Materials provided below:

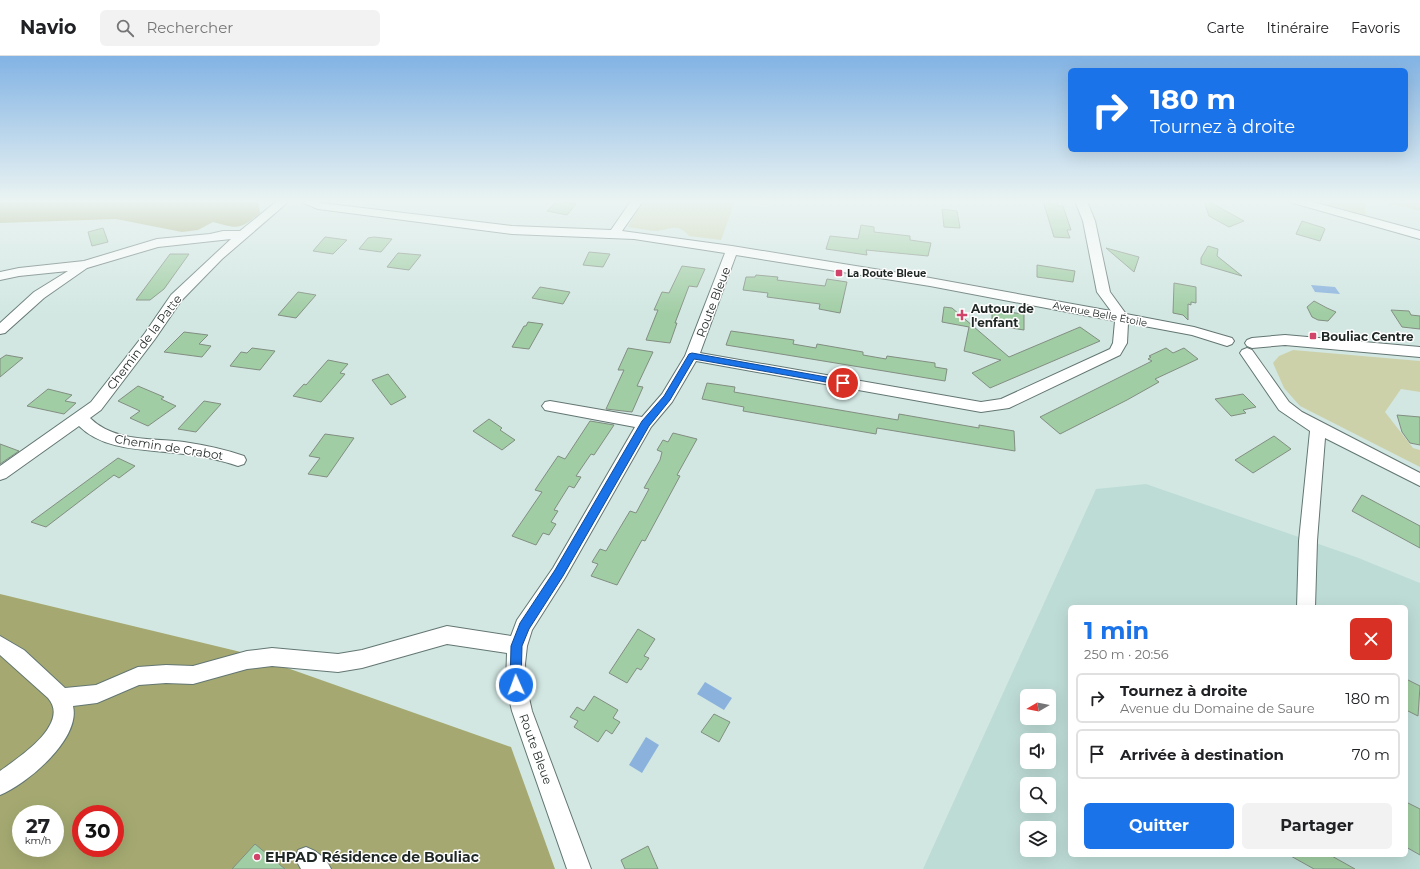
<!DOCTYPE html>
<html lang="fr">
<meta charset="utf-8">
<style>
:root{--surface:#fff;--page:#f2f2f2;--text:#202124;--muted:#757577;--line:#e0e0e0;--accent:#1a73e8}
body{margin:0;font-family:Montserrat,sans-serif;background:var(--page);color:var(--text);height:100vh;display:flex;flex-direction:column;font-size:15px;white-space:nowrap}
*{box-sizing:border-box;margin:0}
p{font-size:13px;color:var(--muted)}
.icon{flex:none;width:22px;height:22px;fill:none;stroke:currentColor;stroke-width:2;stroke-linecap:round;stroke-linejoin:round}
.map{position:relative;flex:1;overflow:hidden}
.details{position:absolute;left:1068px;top:549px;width:340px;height:252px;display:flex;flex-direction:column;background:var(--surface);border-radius:6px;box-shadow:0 4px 16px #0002}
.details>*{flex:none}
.hud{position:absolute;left:1068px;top:12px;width:340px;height:84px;border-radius:6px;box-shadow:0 4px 16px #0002;background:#1a73e8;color:#fff;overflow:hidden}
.needle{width:26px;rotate:260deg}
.tools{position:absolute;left:1020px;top:633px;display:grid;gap:8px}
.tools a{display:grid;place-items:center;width:36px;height:36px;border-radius:6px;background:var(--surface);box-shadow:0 4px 16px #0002;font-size:20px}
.speed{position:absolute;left:12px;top:749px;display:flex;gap:8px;font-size:20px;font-weight:700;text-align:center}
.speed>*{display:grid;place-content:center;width:52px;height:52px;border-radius:50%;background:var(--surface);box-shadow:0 4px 16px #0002;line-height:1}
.speed small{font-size:10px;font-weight:400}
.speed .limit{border:6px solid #d22;background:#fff;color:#111}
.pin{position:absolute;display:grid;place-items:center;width:34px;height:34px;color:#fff;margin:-17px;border:2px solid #fff;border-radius:50%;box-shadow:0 1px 4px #0007}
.me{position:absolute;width:44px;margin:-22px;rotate:358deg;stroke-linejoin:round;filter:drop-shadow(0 0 3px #0008)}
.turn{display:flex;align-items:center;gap:14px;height:84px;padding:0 16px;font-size:18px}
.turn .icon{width:52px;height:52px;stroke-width:2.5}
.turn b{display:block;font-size:28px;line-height:34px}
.round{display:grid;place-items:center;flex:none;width:42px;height:42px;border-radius:6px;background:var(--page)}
.headline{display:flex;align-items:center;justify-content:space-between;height:68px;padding:0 16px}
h1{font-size:24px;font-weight:700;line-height:30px;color:var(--accent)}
.action{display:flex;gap:8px;margin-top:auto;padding:8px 16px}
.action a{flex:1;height:46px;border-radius:6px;background:var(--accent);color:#fff;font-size:16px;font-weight:700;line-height:46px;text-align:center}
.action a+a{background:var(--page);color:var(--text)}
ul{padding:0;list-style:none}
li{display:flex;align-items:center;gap:12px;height:50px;margin:0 8px 6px;padding:0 8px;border:2px solid var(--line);border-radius:6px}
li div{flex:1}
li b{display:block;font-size:15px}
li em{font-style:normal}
header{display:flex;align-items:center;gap:24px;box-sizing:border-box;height:56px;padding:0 20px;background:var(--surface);border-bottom:1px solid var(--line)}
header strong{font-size:19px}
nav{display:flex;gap:22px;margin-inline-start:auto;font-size:14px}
.search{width:280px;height:36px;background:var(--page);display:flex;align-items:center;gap:10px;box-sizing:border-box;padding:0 14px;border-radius:6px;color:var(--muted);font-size:15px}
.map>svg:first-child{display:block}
</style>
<header>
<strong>Navio</strong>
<div class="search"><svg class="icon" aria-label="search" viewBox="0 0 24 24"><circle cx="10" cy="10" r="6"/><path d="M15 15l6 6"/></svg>Rechercher</div>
<nav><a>Carte</a><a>Itinéraire</a><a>Favoris</a></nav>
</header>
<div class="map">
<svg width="1420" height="813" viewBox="0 0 1420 813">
<rect width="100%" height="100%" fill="#d2e7e2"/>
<path fill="#bedcd6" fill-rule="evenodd" d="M 1146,428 L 1356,501 L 1420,527 L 1420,813 L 923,813 L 1096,433 ZM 1070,551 L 1406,551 L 1406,799 L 1070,799 ZM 1027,640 L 1049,640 L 1049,662 L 1027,662 ZM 1027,684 L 1049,684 L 1049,706 L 1027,706 ZM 1027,728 L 1049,728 L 1049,750 L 1027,750 ZM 1027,772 L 1049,772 L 1049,794 L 1027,794 Z"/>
<g fill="#cdd1aa">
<path d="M 643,145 L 735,145 L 721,184 L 689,180 C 677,165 668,175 654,175 C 645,174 637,172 628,171 Z"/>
<path d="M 1304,145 L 1364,145 L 1366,161 Z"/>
<path d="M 1380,145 L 1420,145 L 1420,155 Z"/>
<path d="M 1293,294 L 1420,305 L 1420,336 L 1401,333 L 1385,356 L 1413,392 L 1420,394 L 1420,411 L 1300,350 L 1284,332 L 1273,307 L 1279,300 Z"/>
</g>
<g fill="#a5a971" fill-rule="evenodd">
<path d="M 0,145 L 258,145 L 260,157 C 240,174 239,173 213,166 L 198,174 L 182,176 L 116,163 L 0,167 Z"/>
<path d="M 0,538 L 245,597 L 511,691 L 555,813 L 0,813 ZM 21,758 L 55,758 L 55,792 L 21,792 ZM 81,758 L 115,758 L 115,792 L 81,792 Z"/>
</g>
<g fill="#8ab2dd">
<path d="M 1311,229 L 1335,231 L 1340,238 L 1315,236 Z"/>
<path d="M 705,626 L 732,642 L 724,654 L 697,638 Z"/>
<path d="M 646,681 L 659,689 L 642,717 L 629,709 Z"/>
</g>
<g fill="#a0cda3" stroke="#828e82">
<path d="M 557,145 L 558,145 L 576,148 L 567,159 L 547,155 Z"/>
<path d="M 1043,145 L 1057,145 L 1058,150 L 1063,150 L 1071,174 L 1067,174 L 1070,182 L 1054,181 Z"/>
<path d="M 1204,145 L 1208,145 L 1244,165 L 1229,171 L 1209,160 Z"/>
<path d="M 942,153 L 957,155 L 960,172 L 944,171 Z"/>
<path d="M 1302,165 L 1324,172 L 1325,173 L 1320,185 L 1296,178 Z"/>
<path d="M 861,169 L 874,171 L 874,176 L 910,180 L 910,184 L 931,187 L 928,200 L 866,194 L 867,199 L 826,193 L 830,180 L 858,183 Z"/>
<path d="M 103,172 L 108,186 L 92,190 L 88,176 Z"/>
<path d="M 325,181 L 347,184 L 333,198 L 313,195 Z"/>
<path d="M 374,181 L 392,183 L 381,196 L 359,193 L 368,182 Z"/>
<path d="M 1208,190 L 1218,193 L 1217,200 L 1242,220 L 1201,208 L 1201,202 Z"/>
<path d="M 1106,192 L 1139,201 L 1134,216 Z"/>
<path d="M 589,196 L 610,198 L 603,211 L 583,209 Z"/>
<path d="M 398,197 L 421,199 L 409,214 L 387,211 Z"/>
<path d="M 170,198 L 189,198 L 164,233 L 150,244 L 136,244 Z"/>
<path d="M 1037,209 L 1075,215 L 1073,226 L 1037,221 Z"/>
<path d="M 682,210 L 705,213 L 697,231 L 689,230 L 675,267 L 677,267 L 670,287 L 646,284 L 658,254 L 654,254 L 662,236 L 669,237 Z"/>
<path d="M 756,219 L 778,221 L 777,224 L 825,230 L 827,223 L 847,226 L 840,257 L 819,253 L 820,248 L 767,241 L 768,237 L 743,234 L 746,221 L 755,221 Z"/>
<path d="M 1174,227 L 1196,231 L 1196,247 L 1191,246 L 1191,249 L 1188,248 L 1188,264 L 1183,259 L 1173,257 Z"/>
<path d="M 540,231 L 570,236 L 563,248 L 532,242 Z"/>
<path d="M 298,236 L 316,239 L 296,262 L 278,259 Z"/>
<path d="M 1314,245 L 1327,252 L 1336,256 L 1328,265 L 1318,264 L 1312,261 L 1307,251 Z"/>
<path d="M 944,251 L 952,252 L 1009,301 L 1080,271 L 1100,285 L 990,332 L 972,317 L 1001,304 L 964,295 L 969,271 L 942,266 Z"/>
<path d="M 992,254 L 1024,258 L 1024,274 L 992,269 Z"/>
<path d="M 1391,254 L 1409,255 L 1411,259 L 1420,260 L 1420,273 L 1402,271 Z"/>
<path d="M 528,266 L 543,268 L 529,293 L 512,291 L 524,270 L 526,270 Z"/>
<path d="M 731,275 L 794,284 L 793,288 L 816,292 L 817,288 L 863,296 L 863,299 L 886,303 L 887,300 L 935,307 L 935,311 L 947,313 L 945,325 L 726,289 Z"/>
<path d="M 184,276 L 208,279 L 199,288 L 211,290 L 202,301 L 164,296 Z"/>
<path d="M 252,292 L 275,295 L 260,314 L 230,310 L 241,296 L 247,297 Z"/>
<path d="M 628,292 L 653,296 L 637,330 L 643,331 L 632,356 L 606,353 L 624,314 L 618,314 Z"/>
<path d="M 1166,292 L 1173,297 L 1184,292 L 1198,303 L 1155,323 L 1159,326 L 1127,344 L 1060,378 L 1040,361 L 1152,305 L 1148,303 L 1151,301 L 1149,300 Z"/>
<path d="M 6,299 L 23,302 L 0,321 L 0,303 Z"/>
<path d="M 328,304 L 348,308 L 340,317 L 345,318 L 321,346 L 293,340 L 304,328 L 306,329 Z"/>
<path d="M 388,318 L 406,341 L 391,349 L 372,324 Z"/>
<path d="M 707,327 L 735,331 L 734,336 L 898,364 L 899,358 L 979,372 L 979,369 L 1014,375 L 1015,395 L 877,372 L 876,378 L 743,355 L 744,351 L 702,343 Z"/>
<path d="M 138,330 L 164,341 L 161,343 L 176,350 L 148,370 L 130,362 L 140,355 L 118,345 Z"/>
<path d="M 48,333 L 72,339 L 65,345 L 76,347 L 64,358 L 27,350 Z"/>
<path d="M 1243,338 L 1256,351 L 1243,354 L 1246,357 L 1231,360 L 1215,343 Z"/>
<path d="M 204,345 L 221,348 L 196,376 L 178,373 Z"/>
<path d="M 1397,359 L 1420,361 L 1420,389 L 1410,387 L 1402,376 Z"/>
<path d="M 489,363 L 502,372 L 500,374 L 515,384 L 502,394 L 473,375 Z"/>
<path d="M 590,365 L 614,369 L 594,399 L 591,398 L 576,420 L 581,421 L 574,432 L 569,430 L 554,454 L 558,455 L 551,466 L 556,468 L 549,479 L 543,477 L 536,489 L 512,480 L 542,436 L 535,434 L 558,400 L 565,403 Z"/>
<path d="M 673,377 L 697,383 L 677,419 L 680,420 L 645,485 L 642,484 L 617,529 L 591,520 L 598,508 L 592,506 L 600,493 L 606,495 L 630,455 L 636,457 L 649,433 L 644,432 L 660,404 L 662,396 L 657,394 L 663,384 L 668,386 Z"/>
<path d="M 325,378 L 354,382 L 327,421 L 308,418 L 320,402 L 309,400 Z"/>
<path d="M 1274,380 L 1291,393 L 1253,417 L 1235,404 Z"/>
<path d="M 0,388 L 19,395 L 0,408 Z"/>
<path d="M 118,402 L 135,410 L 119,422 L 114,419 L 46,471 L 31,466 Z"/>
<path d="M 1362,439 L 1420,470 L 1420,492 L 1352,455 Z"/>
<path d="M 638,573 L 655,583 L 644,600 L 649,602 L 641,614 L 637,612 L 627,627 L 609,617 Z"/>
<path d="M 1406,623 L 1420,630 L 1418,660 L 1406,654 Z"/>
<path d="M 594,640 L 618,654 L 613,662 L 620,666 L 612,678 L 606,674 L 598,686 L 574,671 L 578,665 L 570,661 L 577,651 L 584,655 Z"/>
<path d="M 714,658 L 730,666 L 719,686 L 701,676 Z"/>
<path d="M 1406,746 L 1420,753 L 1420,799 L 1406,791 Z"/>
<path d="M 255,788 L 285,813 L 232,813 Z"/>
<path d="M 648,790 L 658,813 L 625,813 L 621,804 Z"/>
<path d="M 1289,799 L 1330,799 L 1355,813 L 1314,813 Z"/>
</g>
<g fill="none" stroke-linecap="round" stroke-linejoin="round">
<g stroke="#637672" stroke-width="2">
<g id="minor">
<path d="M 277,145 L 288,146 L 222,203 L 181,245 L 155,283 L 101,354 L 90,362 C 114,386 152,382 184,386 C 204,389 224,393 244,400 L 246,404 L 244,408 L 238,410 C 220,404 203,400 184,398 C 149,393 105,396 79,370 L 6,422 L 0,424 L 0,410 L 91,346 L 145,277 L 171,239 L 231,183 L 158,191 L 87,212 L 44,242 L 5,277 L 0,278 L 0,267 L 34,236 L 68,215 L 19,220 L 0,224 L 0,216 L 19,212 L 84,205 L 157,183 L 210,178 L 223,175 L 240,175 Z"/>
<path d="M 301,145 L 316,145 L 321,147 L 512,170 L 611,174 L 631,145 L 643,145 L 622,175 L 732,190 L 930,222 L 1111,255 L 1097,236 L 1083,165 L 1075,145 L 1087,145 L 1095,165 L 1110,236 L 1126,258 L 1194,271 L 1232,282 L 1234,285 L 1232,288 L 1227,290 L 1192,279 L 1128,267 L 1127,287 L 1120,299 L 1009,352 L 981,356 L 696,305 L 672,346 L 651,371 L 565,522 L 532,574 L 527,590 L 525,608 L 526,629 L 532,655 L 591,813 L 567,813 L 512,655 L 506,629 L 507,597 L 447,588 L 362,612 L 338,616 L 272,610 L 247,613 L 193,628 L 166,627 L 139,629 L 97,647 L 73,650 C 81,683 27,728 0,739 L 0,715 C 18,702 71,668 48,642 L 0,599 L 0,580 L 24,594 L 65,632 L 96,629 L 138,611 L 166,609 L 193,610 L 247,595 L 272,592 L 338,598 L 362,594 L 447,570 L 511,580 L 517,564 L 553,512 L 635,371 L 550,355 L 545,354 L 542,350 L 545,346 L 550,345 L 642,361 L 662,338 L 685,300 L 725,197 L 634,183 L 512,178 L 318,153 L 303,147 ZM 736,199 L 930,230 L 1115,265 L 1113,287 L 1110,293 L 1001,343 L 981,346 L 700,297 Z"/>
<path d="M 1291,145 L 1309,145 L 1420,175 L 1420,183 L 1293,147 Z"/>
<path d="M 1285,279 L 1420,291 L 1420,301 L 1285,289 L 1252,292 L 1247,290 L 1245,287 L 1247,284 L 1252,282 Z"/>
<path d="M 1247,292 L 1252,294 L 1289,346 L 1302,356 L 1420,417 L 1420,430 L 1325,382 L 1317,485 L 1315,551 L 1297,551 L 1299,485 L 1310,375 L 1279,354 L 1240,297 L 1242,294 Z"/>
<path d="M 306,791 C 317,795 326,802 331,813 L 301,813 L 295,802 L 298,794 Z"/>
</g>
</g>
<use href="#minor" fill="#fff" fill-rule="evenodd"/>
</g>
<linearGradient id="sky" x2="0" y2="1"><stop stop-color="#82b3e4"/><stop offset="0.56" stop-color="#ebf4f2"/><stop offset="1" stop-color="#ebf4f2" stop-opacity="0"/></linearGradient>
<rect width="1420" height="259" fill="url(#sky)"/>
<path fill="#1a73e8" stroke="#114b97" d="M 692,297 L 843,324 L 847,327 L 843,329 L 694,303 L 670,344 L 649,370 L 563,520 L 529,573 L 522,590 L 521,629 L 520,633 L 516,634 L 512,633 L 510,629 L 511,590 L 520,567 L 555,514 L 642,365 L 664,340 L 689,298 Z"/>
<g fill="#d2436a" stroke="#fff" stroke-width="1.5">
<rect x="835" y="213" width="8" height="8" rx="2"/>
<path d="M960 253h4v4h4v4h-4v4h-4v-4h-4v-4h4z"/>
<rect x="1309" y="276" width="8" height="8" rx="2"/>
<circle cx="257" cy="801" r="4"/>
</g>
<g text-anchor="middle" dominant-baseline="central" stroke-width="3" stroke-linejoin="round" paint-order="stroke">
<g font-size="10" font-weight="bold" fill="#1f2725" stroke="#fff" text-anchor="start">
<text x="847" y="217">La Route Bleue</text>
</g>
<g font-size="10" fill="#1f2725" stroke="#fff">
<text transform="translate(1100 258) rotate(11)">Avenue Belle Étoile</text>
</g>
<g font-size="12" fill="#1f2725" stroke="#fff">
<text transform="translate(713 246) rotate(-69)">Route Bleue</text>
<text transform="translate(144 286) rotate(-53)">Chemin de la Patte</text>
<text transform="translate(169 391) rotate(9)">Chemin de Crabot</text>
<text transform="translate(536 693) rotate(70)">Route Bleue</text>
</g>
<g font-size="12" font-weight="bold" fill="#1f2725" stroke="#fff" text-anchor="start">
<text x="971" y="252">Autour de<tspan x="971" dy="14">l'enfant</tspan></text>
<text x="1321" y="280">Bouliac Centre</text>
</g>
<g font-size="14" font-weight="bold" fill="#1f2725" stroke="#fff" text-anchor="start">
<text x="265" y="801">EHPAD Résidence de Bouliac</text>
</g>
</g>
</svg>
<div class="tools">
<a><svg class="needle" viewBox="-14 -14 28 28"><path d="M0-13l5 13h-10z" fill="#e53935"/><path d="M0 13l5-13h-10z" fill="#757577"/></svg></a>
<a><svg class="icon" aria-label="sound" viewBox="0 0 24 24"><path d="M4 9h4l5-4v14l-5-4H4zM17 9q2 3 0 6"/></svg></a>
<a><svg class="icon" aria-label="search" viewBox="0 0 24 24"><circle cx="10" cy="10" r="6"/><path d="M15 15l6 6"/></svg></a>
<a><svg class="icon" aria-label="layers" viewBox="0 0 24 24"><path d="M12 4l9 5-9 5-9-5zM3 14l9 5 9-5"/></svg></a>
</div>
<div class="speed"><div>27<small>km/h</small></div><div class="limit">30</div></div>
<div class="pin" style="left:843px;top:327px;background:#d93025"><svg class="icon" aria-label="arrive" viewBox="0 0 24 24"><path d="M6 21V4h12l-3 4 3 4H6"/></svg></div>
<svg class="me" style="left:516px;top:629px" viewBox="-20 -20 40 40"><circle r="17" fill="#1a73e8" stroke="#fff" stroke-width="3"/><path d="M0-11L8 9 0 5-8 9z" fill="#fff"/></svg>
<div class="hud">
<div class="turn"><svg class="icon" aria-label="right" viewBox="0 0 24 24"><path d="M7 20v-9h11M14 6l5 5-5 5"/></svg><div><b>180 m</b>Tournez à droite</div></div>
</div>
<section class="details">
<div class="headline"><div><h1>1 min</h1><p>250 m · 20:56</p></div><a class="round" style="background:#d93025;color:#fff"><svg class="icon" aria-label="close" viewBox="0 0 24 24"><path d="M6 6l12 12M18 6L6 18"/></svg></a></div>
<ul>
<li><svg class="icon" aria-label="right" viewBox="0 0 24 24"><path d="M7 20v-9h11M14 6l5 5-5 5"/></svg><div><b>Tournez à droite</b><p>Avenue du Domaine de Saure</p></div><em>180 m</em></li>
<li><svg class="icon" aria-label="arrive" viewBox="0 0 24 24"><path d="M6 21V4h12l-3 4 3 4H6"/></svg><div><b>Arrivée à destination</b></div><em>70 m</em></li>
</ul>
<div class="action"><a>Quitter</a><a>Partager</a></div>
</section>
</div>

End of Materials provided.

» Task statement
When a line in the material includes the word "direction", copy it out.

» Task answer
body{margin:0;font-family:Montserrat,sans-serif;background:var(--page);color:var(--text);height:100vh;display:flex;flex-direction:column;font-size:15px;white-space:nowrap}
.details{position:absolute;left:1068px;top:549px;width:340px;height:252px;display:flex;flex-direction:column;background:var(--surface);border-radius:6px;box-shadow:0 4px 16px #0002}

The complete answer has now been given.